In this situation, I recommend you: a) Invent a couple of words or common phrases for your other language, just to show that difference in culture and sprinkle them into the dialogue between your non-English speaking characters. b) Type those words in italics to show they are specific to the foreign language.* c) when your English-speaking character arrives on the scene, type the non-English dialogue in English, but in ITALICS. This way your reader can tell what is being said by the aliens/foreign-language speakers, but your English-speaking character cannot.

*Avoid just straight substitutions for this example. If your created language calls an apple “bratig” but it is just their word for ‘apple’, that won’t have the same effect as if a bratig is a tart, green, bumpy-skinned fruit the size of an apple that doesn’t exist anywhere else. If it’s an apple, call it an apple and save the new word for something more specific to your culture/region.

3. If you write a word or phrase in your invented language, follow it up with a translation of some kind, unless you don’t want the reader to know what was said either.

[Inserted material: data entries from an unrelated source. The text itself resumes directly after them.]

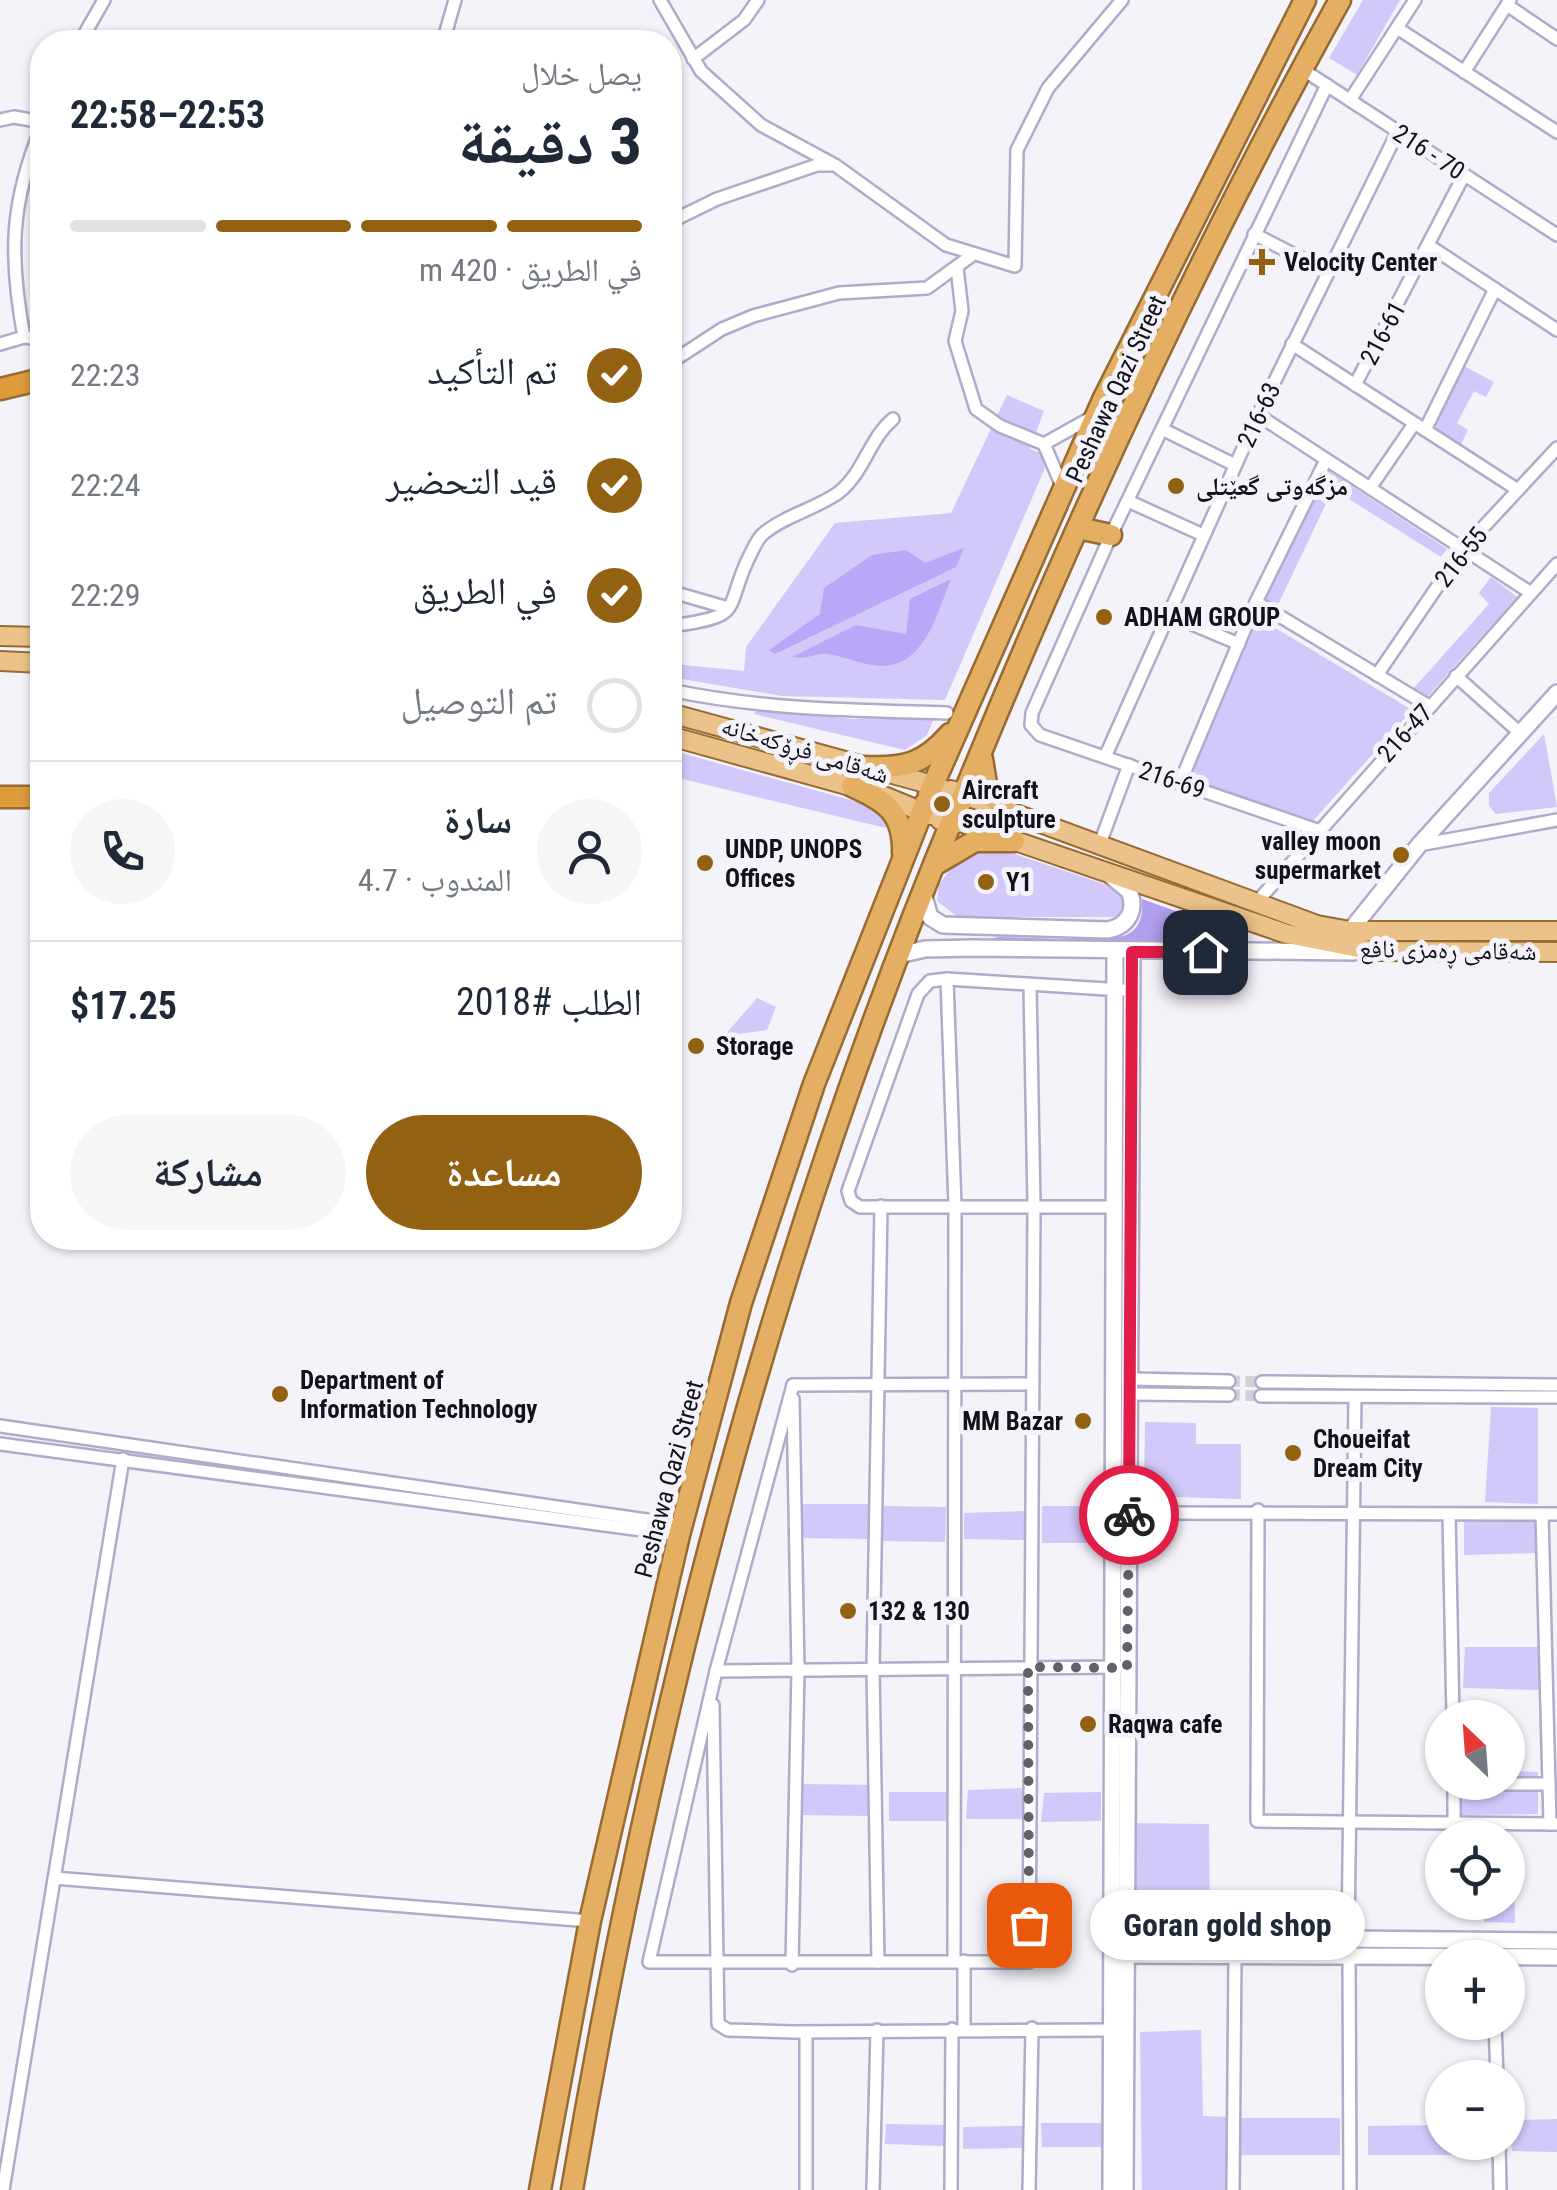 <!DOCTYPE html>
<html lang="ar">
<meta charset="utf-8">
<style>
:root{--surface:#fff;--page:#f6f6f7;--text:#1f2937;--muted:#747a83;--line:#e0e1e3;--accent:#926111}
body{margin:0;font-family:"Roboto Condensed","Noto Naskh Arabic",sans-serif;background:var(--page);color:var(--text);direction:rtl;height:100vh;display:flex;flex-direction:column;font-size:38px;white-space:nowrap}
*{box-sizing:border-box;margin:0}
p{font-size:32px;color:var(--muted)}
.icon{flex:none;width:55px;height:55px;fill:none;stroke:currentColor;stroke-width:2;stroke-linecap:round;stroke-linejoin:round}
.map{position:relative;flex:1;overflow:hidden;direction:ltr}
.side{position:absolute;left:30px;top:30px;width:652px;height:1220px;display:flex;flex-direction:column;background:var(--surface);border-radius:40px;box-shadow:0 2px 8px #0004;direction:rtl}
.side>*{flex:none}
.needle{width:65px;rotate:335deg}
.tools{position:absolute;left:1425px;top:1700px;display:grid;gap:20px}
.tools a{display:grid;place-items:center;width:100px;height:100px;border-radius:50%;background:var(--surface);box-shadow:0 2px 8px #0004;font-size:50px}
.pin{position:absolute;display:grid;place-items:center;width:85px;height:85px;color:#fff;margin:-42px;border-radius:20px;box-shadow:0 5px 15px #0006}
.courier{position:absolute;display:grid;place-items:center;width:100px;height:100px;margin:-50px;border:8px solid #e11d48;border-radius:50%;background:#fff;color:#222;box-shadow:0 2px 12px #0007}
.bubble{position:absolute;height:70px;border-radius:35px;background:var(--surface);box-shadow:0 2px 8px #0004;font-size:32px;font-weight:700;line-height:70px;text-align:center;direction:rtl}
.headline em{font-style:normal;font-weight:700}
.headline div{display:flex;flex-direction:column-reverse}
.headline{display:flex;align-items:center;justify-content:space-between;height:170px;padding:0 40px}
h1{font-size:65px;font-weight:700;line-height:75px}
.bar{display:grid;grid-template-columns:repeat(4,1fr);gap:15px 10px;align-content:center;height:120px;padding:0 40px}
.bar i{height:12px;border-radius:8px;background:var(--line)}
.bar .active{background:var(--accent)}
.bar p{grid-column:span 4}
.line{display:flex;align-items:center;gap:25px;padding:0 40px;border-top:2px solid var(--line)}
.line div{flex:1}
.round{display:grid;place-items:center;flex:none;width:105px;height:105px;border-radius:52px;background:var(--page)}
ol{padding:0 40px;list-style:none}
li{display:flex;align-items:center;gap:30px;height:110px}
li p{margin-inline-start:auto}
li .icon{padding:10px;border-radius:50%;background:var(--accent);color:#fff;stroke-width:4}
li:last-child{color:var(--muted)}
li i{width:55px;height:55px;border:5px solid var(--line);border-radius:50%}
.primary-button{display:flex;gap:20px;margin-top:auto;padding:20px 40px}
.primary-button a{flex:1;height:115px;border-radius:60px;background:var(--accent);color:#fff;font-size:40px;font-weight:700;line-height:115px;text-align:center}
.primary-button a+a{background:var(--page);color:var(--text)}
.map>svg:first-child{display:block}
.green{fill:#d2c8f9}
.forest{fill:#b29fef}
.water{fill:#baa7f8}
.lines{fill:none;stroke-linecap:round;stroke-linejoin:round}
.minor-tunnel{stroke:#d2d1d9;stroke-width:11;stroke-dasharray:11 5.5;stroke-linecap:butt}
.minor-casing{stroke:#b1abca;stroke-width:16}
.tertiary-casing{stroke:#b1abca;stroke-width:20}
.primary-casing{stroke:#976b31;stroke-width:22}
.trunk-casing{stroke:#976b31;stroke-width:25}
.motorway-casing{stroke:#976b31;stroke-width:25}
.minor{stroke:#fff;stroke-width:11}
.tertiary{stroke:#fff;stroke-width:15}
.primary{stroke:#ebc38a;stroke-width:18}
.trunk{stroke:#e4af63;stroke-width:20}
.motorway{stroke:#dd9b3c;stroke-width:20}
.done{stroke:#62606a;stroke-width:10;stroke-dasharray:0 18}
.route{stroke:#e11d48;stroke-width:12}
.poi-dot{fill:#926111;stroke:#f4f3fa;stroke-width:4}
.labels{text-anchor:middle;dominant-baseline:central;stroke-width:10;stroke-linejoin:round;paint-order:stroke}
.street-label{font-size:25px;fill:#14111c;stroke:#f4f3fa}
.poi-label{font-size:25px;font-weight:bold;fill:#14111c;stroke:#f4f3fa;text-anchor:start}
</style>
<div class="map">
<svg width="1557" height="2190" viewBox="0 0 1557 2190">
<rect width="100%" height="100%" fill="#f4f3fa"/>
<!-- green -->
<g class="green">
<path d="M1363 0H1400L1357 75 1329 58Z"/>
<path d="M1462 365 1494 382 1486 397 1474 391 1457 423 1468 430 1459 448 1432 430Z"/>
<path d="M1007 395 1044 411 1030 449 1041 453 1045 468 945 700 782 696 670 677V665L674 664 744 671 746 647 835 523 951 513Z"/>
<path d="M1326 469 1447 549 1441 557 1333 489 1276 609 1263 600Z"/>
<path d="M1491 577 1517 597 1425 699 1413 689 1489 604 1479 593Z"/>
<path d="M1257 617 1412 710 1312 822 1189 778Z"/>
<path d="M758 708 853 719 935 716 927 735 905 750 754 714Z"/>
<path d="M1544 734 1557 807 1496 814 1489 806V793Z"/>
<path d="M670 750 872 806 883 812 888 824 886 828 670 776Z"/>
<path d="M994 847 1119 889 1124 905 1116 917H958L937 901 939 885 962 851Z"/>
<path d="M757 998 776 1007 767 1030 724 1036Z"/>
<path d="M1491 1407 1538 1408V1504L1485 1502Z"/>
<path d="M1145 1422 1196 1423V1444H1241V1499L1144 1496Z"/>
<path d="M794 1504H875L874 1539 794 1538Z"/>
<path d="M884 1506 946 1507 945 1542 882 1541Z"/>
<rect x="1042" y="1506" width="63" height="37"/>
<path d="M1024 1511V1540L964 1539V1513Z"/>
<path d="M1464 1521H1534L1538 1523 1536 1553 1464 1555Z"/>
<path d="M1465 1647H1538L1540 1690 1463 1688Z"/>
<path d="M1508 1771 1538 1772V1814L1461 1815 1462 1783 1508 1782Z"/>
<path d="M801 1784 872 1785 871 1816 801 1815Z"/>
<path d="M1027 1788 1024 1819H966L968 1790Z"/>
<rect x="889" y="1792" width="59" height="29"/>
<path d="M1101 1792V1821L1041 1822 1044 1793Z"/>
<path d="M1132 1823 1209 1824 1210 1926H1132Z"/>
<path d="M1485 1835 1513 1837 1515 1923 1484 1922V1903L1508 1902V1838Z"/>
<path d="M1201 2030 1203 2116 1226 2117 1228 2190H1142L1140 2032Z"/>
<path d="M1240 2118H1340V2155H1241Z"/>
<path d="M1557 2119V2152L1512 2151 1511 2120Z"/>
<path d="M1041 2123H1104L1105 2147H1042Z"/>
<path d="M886 2124 944 2125V2146L885 2144Z"/>
<path d="M1442 2125V2142L1492 2143V2155H1368V2126Z"/>
<path d="M1023 2126V2148L963 2149V2127Z"/>
</g>
<!-- forest -->
<path class="forest" d="M1142 899 1206 922 1214 929 1213 936 1200 944 986 941 998 937C1021 937 1113 943 1128 934 1141 927 1143 913 1142 899Z"/>
<!-- water -->
<g class="water">
<path d="M964 548 956 567 775 654 769 650 820 614 824 588 872 555 906 550 925 563Z"/>
<path d="M951 579C938 610 926 665 883 666 864 666 847 657 829 654 816 652 808 660 792 657L856 625 906 634 910 599Z"/>
</g>
<g class="lines">
<!-- minor-tunnel -->
<g class="minor-tunnel">
<path d="M1229 1381 1262 1382"/>
<path d="M1229 1395 1261 1396"/>
</g>
<!-- minor casing -->
<g class="minor-casing">
<g id="minor">
<path d="M660 0 701 71 761 125 835 165 946 245 1015 266 1017 150 1048 88 1122 0"/>
<path d="M1507 5 1557 39"/>
<path d="M1397 28 1557 132"/>
<path d="M80 42 104 0"/>
<path d="M443 42 455 0"/>
<path d="M693 59 744 20 758 0"/>
<path d="M1302 69 1557 235"/>
<path d="M1464 72 1510 0"/>
<path d="M1350 100 1415 0"/>
<path d="M0 120 14 117 42 122"/>
<path d="M670 222 717 199 817 165H831"/>
<path d="M1254 234 1328 272"/>
<path d="M1428 245 1557 330"/>
<path d="M957 268 962 311 955 341 976 409 1000 426 1044 444 1062 486"/>
<path d="M24 337C9 256 10 203 42 126"/>
<path d="M0 344 24 337 42 339"/>
<path d="M1292 344 1518 490"/>
<path d="M670 363 722 329 753 316 839 293 927 288 971 256"/>
<path d="M1355 385 1464 175"/>
<path d="M1258 415 1531 593"/>
<path d="M1162 429 1235 465"/>
<path d="M1425 430 1495 289"/>
<path d="M1044 444 1094 416"/>
<path d="M1370 488 1414 424"/>
<path d="M1128 501 1203 535"/>
<path d="M670 586 676 593 728 608"/>
<path d="M1256 602 1429 706"/>
<path d="M1168 614 1239 644"/>
<path d="M670 626C749 616 722 610 751 553 754 547 758 538 763 534 784 516 815 509 838 493 864 473 869 439 893 419"/>
<path d="M1377 675 1463 549 1557 448"/>
<path d="M1456 676 1520 733"/>
<path d="M670 690C766 710 851 710 947 713"/>
<path d="M1105 757 1258 415 1398 131"/>
<path d="M1180 783 1256 602 1326 460"/>
<path d="M1317 830 1040 735 1031 725 1032 713 1111 535 1327 85"/>
<path d="M1419 845 1557 820"/>
<path d="M1099 846 1129 765"/>
<path d="M1256 903 1557 564"/>
<path d="M947 979 955 1206 954 1961"/>
<path d="M1115 1207H860L851 1201 848 1191 918 994 930 981 947 979 1122 990"/>
<path d="M1131 1379 1229 1381"/>
<path d="M1262 1382 1557 1385"/>
<path d="M793 1385 716 1671 649 1962H1029L1034 1205 1030 985"/>
<path d="M793 1385 1032 1384"/>
<path d="M1130 1394 1229 1395"/>
<path d="M1261 1396 1557 1397"/>
<path d="M0 1426 681 1525"/>
<path d="M0 1444 679 1535"/>
<path d="M1258 1510 1257 1821 1557 1824"/>
<path d="M1129 1513 1557 1514"/>
<path d="M1449 1514 1453 1718"/>
<path d="M1542 1514 1550 1824"/>
<path d="M716 1671 1118 1667"/>
<path d="M713 1705 718 2024 728 2030 794 2032 1112 2030"/>
<path d="M1454 1782V1823"/>
<path d="M1454 1784H1549"/>
<path d="M54 1878 590 1921"/>
<path d="M1348 1939 1355 1397"/>
<path d="M1349 1957 1350 2190"/>
<path d="M878 1962 873 1669 881 1206"/>
<path d="M792 1965 798 1670 793 1399"/>
<path d="M1495 2022 1497 2078"/>
<path d="M964 2029V1961"/>
<path d="M806 2032V2190"/>
<path d="M1499 2142 1500 2190"/>
<path d="M3 2190 123 1459"/>
<path d="M873 2190 877 2030"/>
<path d="M951 2190 952 2029"/>
<path d="M1029 2190 1032 2028"/>
<path d="M1233 2190 1235 1956"/>
</g>
</g>
<!-- tertiary casing -->
<g class="tertiary-casing">
<g id="tertiary">
<path d="M923 893 930 917 943 925 1108 930C1128 926 1137 910 1129 891L1112 877"/>
<path d="M1350 931 1419 845 1557 693"/>
<path d="M899 955 925 949 973 948 1354 952"/>
<path d="M1126 1937 1557 1941"/>
<path d="M1126 1955 1557 1957"/>
<path d="M1111 2190 1115 952"/>
<path d="M1125 2190 1132 952"/>
</g>
</g>
<!-- primary casing -->
<g class="primary-casing">
<g id="primary">
<path d="M0 636 42 637"/>
<path d="M0 661 42 663"/>
<path d="M670 713 940 787"/>
<path d="M670 736 879 794 930 815"/>
<path d="M951 790 1317 925 1350 931H1557"/>
<path d="M940 820 963 823 1287 934 1374 951 1557 952"/>
</g>
</g>
<!-- trunk casing -->
<g class="trunk-casing">
<g id="trunk">
<path d="M1078 528 1111 535"/>
<path d="M982 759 987 790 1007 813"/>
<path d="M864 767C904 769 924 764 950 734"/>
<path d="M852 786C886 801 904 813 903 853"/>
<path d="M929 794 1103 400 1305 0"/>
<path d="M958 808C1070 533 1195 260 1340 0"/>
<path d="M936 864 975 841H1014"/>
<path d="M540 2190 590 1921 679 1535 741 1303 814 1084 925 804"/>
<path d="M572 2190C652 1719 771 1254 955 813"/>
</g>
</g>
<!-- motorway casing -->
<g class="motorway-casing">
<g id="motorway">
<path d="M0 389 42 379"/>
<path d="M0 797H42"/>
</g>
</g>
<!-- minor -->
<use href="#minor" class="minor"/>
<!-- tertiary -->
<use href="#tertiary" class="tertiary"/>
<!-- primary -->
<use href="#primary" class="primary"/>
<!-- trunk -->
<use href="#trunk" class="trunk"/>
<!-- motorway -->
<use href="#motorway" class="motorway"/>
</g>
<g class="lines">
<!-- done -->
<path class="done" d="M1029 1925 1028 1667 1127 1668 1129 1515"/>
<!-- route -->
<path class="route" d="M1129 1515 1132 952H1205"/>
</g>
<!-- markers -->
<g class="poi-dot">
<path d="M1257 247h10v10h10v10h-10v10h-10v-10h-10v-10h10z"/>
<circle cx="1176" cy="486" r="10"/>
<circle cx="1104" cy="617" r="10"/>
<circle cx="942" cy="804" r="10"/>
<circle cx="1401" cy="855" r="10"/>
<circle cx="705" cy="863" r="10"/>
<circle cx="986" cy="882" r="10"/>
<circle cx="696" cy="1046" r="10"/>
<circle cx="280" cy="1394" r="10"/>
<circle cx="1083" cy="1421" r="10"/>
<circle cx="1293" cy="1453" r="10"/>
<circle cx="848" cy="1611" r="10"/>
<circle cx="1088" cy="1724" r="10"/>
</g>
<g class="labels">
<!-- street labels -->
<g class="street-label">
<text transform="translate(1429 152) rotate(33)">216 - 70</text>
<text transform="translate(1383 333) rotate(-62)">216-61</text>
<text transform="translate(1116 389) rotate(-65)">Peshawa Qazi Street</text>
<text transform="translate(1259 415) rotate(-65)">216-63</text>
<text transform="translate(1461 557) rotate(-52)">216-55</text>
<text transform="translate(1405 733) rotate(-48)">216-47</text>
<text transform="translate(805 750) rotate(17)">شەقامی فڕۆکەخانە</text>
<text transform="translate(1172 780) rotate(19)">216-69</text>
<text transform="translate(1448 950) rotate(1)">شەقامی ڕەمزی نافع</text>
<text transform="translate(669 1479) rotate(-75)">Peshawa Qazi Street</text>
</g>
<!-- poi labels -->
<g class="poi-label">
<text x="1284" y="262">Velocity Center</text>
<text x="1196" y="486">مزگەوتی گعێتلی</text>
<text x="1124" y="617">ADHAM GROUP</text>
<text x="962" y="790">Aircraft<tspan x="962" dy="29">sculpture</tspan></text>
<text x="1381" y="841" text-anchor="end">valley moon<tspan x="1381" dy="29">supermarket</tspan></text>
<text x="725" y="849">UNDP, UNOPS<tspan x="725" dy="29">Offices</tspan></text>
<text x="1006" y="882">Y1</text>
<text x="716" y="1046">Storage</text>
<text x="300" y="1380">Department of<tspan x="300" dy="29">Information Technology</tspan></text>
<text x="1063" y="1421" text-anchor="end">MM Bazar</text>
<text x="1313" y="1439">Choueifat<tspan x="1313" dy="29">Dream City</tspan></text>
<text x="868" y="1611">132 &amp; 130</text>
<text x="1108" y="1724">Raqwa cafe</text>
</g>
</g>
</svg>
<div class="tools">
<a><svg class="needle" viewBox="-14 -14 28 28"><path d="M0-13l5 13h-10z" fill="#e53935"/><path d="M0 13l5-13h-10z" fill="#747a83"/></svg></a>
<a><svg class="icon" aria-label="locate" viewBox="0 0 24 24"><circle cx="12" cy="12" r="6"/><path d="M12 2v4M12 18v4M2 12h4M18 12h4"/></svg></a>
<a>+</a>
<a>−</a>
</div>
<div class="pin" style="left:1029px;top:1925px;background:#ea580c"><svg class="icon" aria-label="bag" viewBox="0 0 24 24"><path d="M5 8h14l-1 12H6zM9 8a3 3 0 0 1 6 0"/></svg></div>
<div class="pin" style="left:1205px;top:952px;background:#1f2937"><svg class="icon" aria-label="home" viewBox="0 0 24 24"><path d="M3 11l9-7 9 7M6 9v11h12V9"/></svg></div>
<div class="courier" style="left:1129px;top:1515px"><svg class="icon" aria-label="bike" viewBox="0 0 24 24"><circle cx="6" cy="16" r="4"/><circle cx="18" cy="16" r="4"/><path d="M6 16l4-8h5l3 8M10 8l3 8H6M13 5h3"/></svg></div>
<div class="bubble" style="left:1090px;top:1890px;width:275px">Goran gold shop</div>
<section class="side">
<div class="headline"><div><h1>3 دقيقة</h1><p>يصل خلال</p></div><em>22:53–22:58</em></div>
<div class="bar"><i class="active"></i><i class="active"></i><i class="active"></i><i></i><p>في الطريق · 420 m</p></div>
<ol>
<li><svg class="icon" aria-label="check" viewBox="0 0 24 24"><path d="M5 12l5 5 9-10"/></svg>تم التأكيد<p>22:23</p></li>
<li><svg class="icon" aria-label="check" viewBox="0 0 24 24"><path d="M5 12l5 5 9-10"/></svg>قيد التحضير<p>22:24</p></li>
<li><svg class="icon" aria-label="check" viewBox="0 0 24 24"><path d="M5 12l5 5 9-10"/></svg>في الطريق<p>22:29</p></li>
<li><i></i>تم التوصيل</li>
</ol>
<div class="line" style="height:180px"><a class="round"><svg class="icon" aria-label="person" viewBox="0 0 24 24"><circle cx="12" cy="8" r="4"/><path d="M4 21q1-7 8-7t8 7"/></svg></a><div><b>سارة</b><p>المندوب · 4.7</p></div><a class="round"><svg class="icon" aria-label="phone" viewBox="0 0 24 24"><path d="M5 4h4l2 5-3 2q2 4 5 5l2-3 5 2v4C11 20 4 13 5 4z"/></svg></a></div>
<div class="line" style="height:130px"><div>الطلب #2018</div><b>$17.25</b></div>
<div class="primary-button"><a>مساعدة</a><a>مشاركة</a></div>
</section>
</div>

In my story “Kasima’s Gift”, I introduce my invented word falanori:

She exhaled and continued staring at the shadows as they danced, thinking of how fond her grandfather had grown of using that particular tone—the familiar one curmudgeons used to assert their will and stop further discussion—ever since she had reached her sixteenth summer and received her falanori, the small piercing high on her left ear that marked her as a woman of the tribe nearly a year ago.

Obviously, Kasima and her people would know what the falanori is, but people reading my story would be confused if I didn’t offer an explanation. The part that’s underlined is for their benefit.

4. Always write the bulk of your foreign language in English. You can use bold or italics to show that it’s not actually English that’s being spoken, but for the sake of your reader, don’t have pages of strange language for them to try to sift through.

5. Be consistent in how you set your languages apart. If you use bold to show your invented language in one part of your story, use it consistently throughout. Likewise, if you use italics, a different font (be careful with this one), or any combination of these. You’re using these as tools to guide the reader clearly. Make it easy for them to recognize what’s being said and how.

If you’re interested in seeing some more examples of my invented language, and maybe get some inspiration with making your own, click the Language link at the top of this blog.

Most importantly, have as much fun creating your words as you have with creating those who speak them!